▶ [About this exercise]:
Scan the records for the word "rows". Report each line where it occurs.

****************

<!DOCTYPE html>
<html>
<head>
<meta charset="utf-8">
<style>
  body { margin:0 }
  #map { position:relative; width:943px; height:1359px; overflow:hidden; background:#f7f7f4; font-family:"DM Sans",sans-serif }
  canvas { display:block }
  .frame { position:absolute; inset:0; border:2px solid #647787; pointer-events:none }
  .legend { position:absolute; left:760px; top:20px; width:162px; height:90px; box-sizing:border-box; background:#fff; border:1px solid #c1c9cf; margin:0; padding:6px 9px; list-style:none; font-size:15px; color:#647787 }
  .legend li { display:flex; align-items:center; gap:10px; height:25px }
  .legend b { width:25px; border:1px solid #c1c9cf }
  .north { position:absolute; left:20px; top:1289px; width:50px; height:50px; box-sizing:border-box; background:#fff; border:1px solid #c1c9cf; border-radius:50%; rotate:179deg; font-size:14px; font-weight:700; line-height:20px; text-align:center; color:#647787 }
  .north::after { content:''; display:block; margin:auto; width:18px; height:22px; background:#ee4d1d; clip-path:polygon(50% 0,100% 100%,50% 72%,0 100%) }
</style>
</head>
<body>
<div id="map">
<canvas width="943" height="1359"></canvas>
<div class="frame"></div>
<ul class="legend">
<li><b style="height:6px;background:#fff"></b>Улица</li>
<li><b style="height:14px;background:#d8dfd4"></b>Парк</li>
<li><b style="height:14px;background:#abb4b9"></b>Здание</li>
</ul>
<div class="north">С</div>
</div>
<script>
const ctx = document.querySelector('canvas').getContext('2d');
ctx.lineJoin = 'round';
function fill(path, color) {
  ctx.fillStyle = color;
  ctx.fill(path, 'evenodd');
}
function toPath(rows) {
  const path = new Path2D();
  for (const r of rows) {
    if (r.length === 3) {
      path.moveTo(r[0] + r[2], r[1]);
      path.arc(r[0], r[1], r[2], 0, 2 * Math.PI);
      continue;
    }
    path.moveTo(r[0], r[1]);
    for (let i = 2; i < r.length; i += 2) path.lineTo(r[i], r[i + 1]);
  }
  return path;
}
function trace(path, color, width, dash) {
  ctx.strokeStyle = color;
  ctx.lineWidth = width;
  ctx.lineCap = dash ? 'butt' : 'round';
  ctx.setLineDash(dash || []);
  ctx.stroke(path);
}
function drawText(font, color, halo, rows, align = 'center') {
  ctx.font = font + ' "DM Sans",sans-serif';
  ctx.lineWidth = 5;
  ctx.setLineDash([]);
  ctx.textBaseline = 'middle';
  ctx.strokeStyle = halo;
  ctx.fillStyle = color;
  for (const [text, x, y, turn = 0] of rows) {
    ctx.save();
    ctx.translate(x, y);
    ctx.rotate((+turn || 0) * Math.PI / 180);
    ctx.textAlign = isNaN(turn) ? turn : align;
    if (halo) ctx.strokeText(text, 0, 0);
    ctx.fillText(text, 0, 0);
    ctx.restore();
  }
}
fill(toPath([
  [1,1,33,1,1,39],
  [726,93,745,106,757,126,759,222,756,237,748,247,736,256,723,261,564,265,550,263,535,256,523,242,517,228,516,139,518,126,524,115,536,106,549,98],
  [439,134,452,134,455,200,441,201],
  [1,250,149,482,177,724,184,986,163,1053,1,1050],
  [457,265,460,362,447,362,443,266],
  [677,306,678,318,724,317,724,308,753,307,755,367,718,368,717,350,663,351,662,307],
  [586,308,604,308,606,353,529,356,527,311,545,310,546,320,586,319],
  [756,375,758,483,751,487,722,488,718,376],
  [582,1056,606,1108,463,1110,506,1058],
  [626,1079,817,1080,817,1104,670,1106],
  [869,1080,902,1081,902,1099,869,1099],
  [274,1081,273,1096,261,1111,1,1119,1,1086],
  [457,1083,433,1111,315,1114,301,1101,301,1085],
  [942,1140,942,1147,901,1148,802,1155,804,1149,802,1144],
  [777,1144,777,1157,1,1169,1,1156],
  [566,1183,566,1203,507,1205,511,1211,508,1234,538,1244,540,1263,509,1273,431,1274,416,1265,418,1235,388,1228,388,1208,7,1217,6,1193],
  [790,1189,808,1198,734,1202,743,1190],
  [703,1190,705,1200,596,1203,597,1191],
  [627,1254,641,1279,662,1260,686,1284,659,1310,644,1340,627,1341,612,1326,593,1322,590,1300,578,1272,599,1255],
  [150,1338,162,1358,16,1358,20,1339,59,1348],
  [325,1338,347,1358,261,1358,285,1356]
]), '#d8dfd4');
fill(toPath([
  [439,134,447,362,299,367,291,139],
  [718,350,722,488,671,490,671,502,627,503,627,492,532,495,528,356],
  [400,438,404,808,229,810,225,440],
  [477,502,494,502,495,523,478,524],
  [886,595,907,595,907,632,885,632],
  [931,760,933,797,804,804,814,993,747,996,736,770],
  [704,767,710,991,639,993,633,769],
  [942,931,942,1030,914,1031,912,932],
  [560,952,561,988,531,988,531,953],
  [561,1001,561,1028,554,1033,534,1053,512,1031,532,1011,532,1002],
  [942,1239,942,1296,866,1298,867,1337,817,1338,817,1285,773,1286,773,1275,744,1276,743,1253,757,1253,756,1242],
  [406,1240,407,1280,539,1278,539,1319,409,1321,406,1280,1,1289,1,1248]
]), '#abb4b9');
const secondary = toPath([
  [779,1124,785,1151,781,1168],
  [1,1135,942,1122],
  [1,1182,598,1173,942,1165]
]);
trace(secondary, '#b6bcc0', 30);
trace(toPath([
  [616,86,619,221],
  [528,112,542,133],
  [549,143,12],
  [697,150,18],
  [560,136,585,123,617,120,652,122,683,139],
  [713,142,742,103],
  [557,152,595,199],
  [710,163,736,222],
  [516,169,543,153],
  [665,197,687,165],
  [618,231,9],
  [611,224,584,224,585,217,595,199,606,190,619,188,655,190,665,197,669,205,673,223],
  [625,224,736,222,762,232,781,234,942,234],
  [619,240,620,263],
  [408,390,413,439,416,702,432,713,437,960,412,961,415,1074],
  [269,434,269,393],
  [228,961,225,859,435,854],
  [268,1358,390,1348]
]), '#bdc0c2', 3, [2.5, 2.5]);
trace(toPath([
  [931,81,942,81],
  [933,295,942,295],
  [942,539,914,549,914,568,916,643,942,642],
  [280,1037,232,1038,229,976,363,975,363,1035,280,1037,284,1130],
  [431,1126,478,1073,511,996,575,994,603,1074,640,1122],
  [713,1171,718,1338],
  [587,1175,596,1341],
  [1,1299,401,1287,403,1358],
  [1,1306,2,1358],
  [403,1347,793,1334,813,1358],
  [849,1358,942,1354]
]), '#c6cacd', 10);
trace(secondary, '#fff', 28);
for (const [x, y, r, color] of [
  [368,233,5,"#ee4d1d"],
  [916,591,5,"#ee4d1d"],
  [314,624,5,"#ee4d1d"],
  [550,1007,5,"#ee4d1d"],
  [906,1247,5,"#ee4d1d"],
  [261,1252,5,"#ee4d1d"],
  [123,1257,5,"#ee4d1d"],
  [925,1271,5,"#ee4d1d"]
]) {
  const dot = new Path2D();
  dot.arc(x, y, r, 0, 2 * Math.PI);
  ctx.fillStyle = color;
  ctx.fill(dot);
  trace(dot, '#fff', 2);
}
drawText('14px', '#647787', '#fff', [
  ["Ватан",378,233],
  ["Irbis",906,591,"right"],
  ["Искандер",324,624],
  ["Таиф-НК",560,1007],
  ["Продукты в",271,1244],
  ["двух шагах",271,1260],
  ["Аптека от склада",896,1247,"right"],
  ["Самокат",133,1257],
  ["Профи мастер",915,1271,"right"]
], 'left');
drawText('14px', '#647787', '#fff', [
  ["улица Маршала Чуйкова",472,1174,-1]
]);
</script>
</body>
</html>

****************

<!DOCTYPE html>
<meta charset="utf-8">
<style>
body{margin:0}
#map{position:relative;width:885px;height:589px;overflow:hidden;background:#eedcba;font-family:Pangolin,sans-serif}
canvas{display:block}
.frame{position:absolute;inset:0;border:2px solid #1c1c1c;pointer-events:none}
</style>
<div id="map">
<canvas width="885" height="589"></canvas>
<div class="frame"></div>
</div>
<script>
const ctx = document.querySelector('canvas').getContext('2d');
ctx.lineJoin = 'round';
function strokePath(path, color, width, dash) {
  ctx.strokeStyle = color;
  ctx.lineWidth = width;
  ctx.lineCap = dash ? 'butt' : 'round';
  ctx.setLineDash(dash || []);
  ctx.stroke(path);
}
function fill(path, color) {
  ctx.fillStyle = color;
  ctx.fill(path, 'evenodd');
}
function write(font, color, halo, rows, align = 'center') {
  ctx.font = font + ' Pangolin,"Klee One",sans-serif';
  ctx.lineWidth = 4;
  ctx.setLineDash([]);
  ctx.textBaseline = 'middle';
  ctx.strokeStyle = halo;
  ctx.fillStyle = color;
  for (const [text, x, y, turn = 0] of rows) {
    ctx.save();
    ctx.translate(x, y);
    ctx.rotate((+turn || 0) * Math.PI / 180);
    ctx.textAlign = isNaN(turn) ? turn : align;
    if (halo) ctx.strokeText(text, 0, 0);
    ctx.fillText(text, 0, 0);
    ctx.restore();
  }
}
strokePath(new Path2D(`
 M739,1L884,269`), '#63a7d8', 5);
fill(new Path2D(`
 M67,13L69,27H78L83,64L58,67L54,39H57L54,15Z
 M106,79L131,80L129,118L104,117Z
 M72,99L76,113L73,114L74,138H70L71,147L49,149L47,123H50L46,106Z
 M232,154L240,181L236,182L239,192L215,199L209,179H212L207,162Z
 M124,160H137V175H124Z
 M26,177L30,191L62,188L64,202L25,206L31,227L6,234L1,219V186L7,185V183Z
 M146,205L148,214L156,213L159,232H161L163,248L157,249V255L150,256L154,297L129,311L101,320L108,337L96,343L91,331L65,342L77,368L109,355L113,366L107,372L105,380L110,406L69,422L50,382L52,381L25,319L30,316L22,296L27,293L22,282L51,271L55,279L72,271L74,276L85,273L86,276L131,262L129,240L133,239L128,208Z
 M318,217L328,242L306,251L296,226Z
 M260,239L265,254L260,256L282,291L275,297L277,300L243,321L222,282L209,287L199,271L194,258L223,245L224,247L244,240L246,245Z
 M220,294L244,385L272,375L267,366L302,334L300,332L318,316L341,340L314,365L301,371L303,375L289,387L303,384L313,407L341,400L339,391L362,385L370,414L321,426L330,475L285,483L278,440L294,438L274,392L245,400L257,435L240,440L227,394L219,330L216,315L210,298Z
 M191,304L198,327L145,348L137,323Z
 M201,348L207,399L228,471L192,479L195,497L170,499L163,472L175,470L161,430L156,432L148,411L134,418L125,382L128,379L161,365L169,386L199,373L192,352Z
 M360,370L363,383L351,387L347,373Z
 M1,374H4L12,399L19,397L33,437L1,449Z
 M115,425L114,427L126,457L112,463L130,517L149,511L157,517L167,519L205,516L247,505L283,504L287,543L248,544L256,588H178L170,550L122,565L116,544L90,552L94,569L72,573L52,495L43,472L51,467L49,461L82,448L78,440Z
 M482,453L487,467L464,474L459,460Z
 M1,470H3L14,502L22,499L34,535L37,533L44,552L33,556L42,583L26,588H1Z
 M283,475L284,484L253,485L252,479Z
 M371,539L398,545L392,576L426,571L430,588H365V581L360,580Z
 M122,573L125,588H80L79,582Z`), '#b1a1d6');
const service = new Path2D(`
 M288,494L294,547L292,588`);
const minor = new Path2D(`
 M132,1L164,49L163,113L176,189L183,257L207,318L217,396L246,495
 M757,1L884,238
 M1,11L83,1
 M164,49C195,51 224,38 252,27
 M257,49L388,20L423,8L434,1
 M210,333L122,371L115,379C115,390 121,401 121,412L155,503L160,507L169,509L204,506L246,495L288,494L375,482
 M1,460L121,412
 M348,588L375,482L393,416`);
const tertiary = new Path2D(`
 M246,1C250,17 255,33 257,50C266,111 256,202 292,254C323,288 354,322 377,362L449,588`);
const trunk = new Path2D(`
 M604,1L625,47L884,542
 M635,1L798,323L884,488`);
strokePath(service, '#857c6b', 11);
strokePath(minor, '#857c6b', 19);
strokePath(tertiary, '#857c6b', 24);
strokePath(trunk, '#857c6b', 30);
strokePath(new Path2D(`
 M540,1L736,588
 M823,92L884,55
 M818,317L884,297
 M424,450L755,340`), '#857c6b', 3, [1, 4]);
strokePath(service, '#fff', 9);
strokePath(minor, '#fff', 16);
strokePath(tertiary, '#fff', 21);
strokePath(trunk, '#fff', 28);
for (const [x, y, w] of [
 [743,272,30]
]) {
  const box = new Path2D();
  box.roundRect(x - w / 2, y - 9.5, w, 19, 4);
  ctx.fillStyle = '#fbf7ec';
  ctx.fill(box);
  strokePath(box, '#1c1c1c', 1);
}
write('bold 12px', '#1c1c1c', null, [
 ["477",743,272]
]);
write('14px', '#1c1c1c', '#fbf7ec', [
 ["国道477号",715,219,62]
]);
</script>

****************

▶ [Task result]:
function toPath(rows) {
  for (const r of rows) {
function drawText(font, color, halo, rows, align = 'center') {
  for (const [text, x, y, turn = 0] of rows) {
function write(font, color, halo, rows, align = 'center') {
  for (const [text, x, y, turn = 0] of rows) {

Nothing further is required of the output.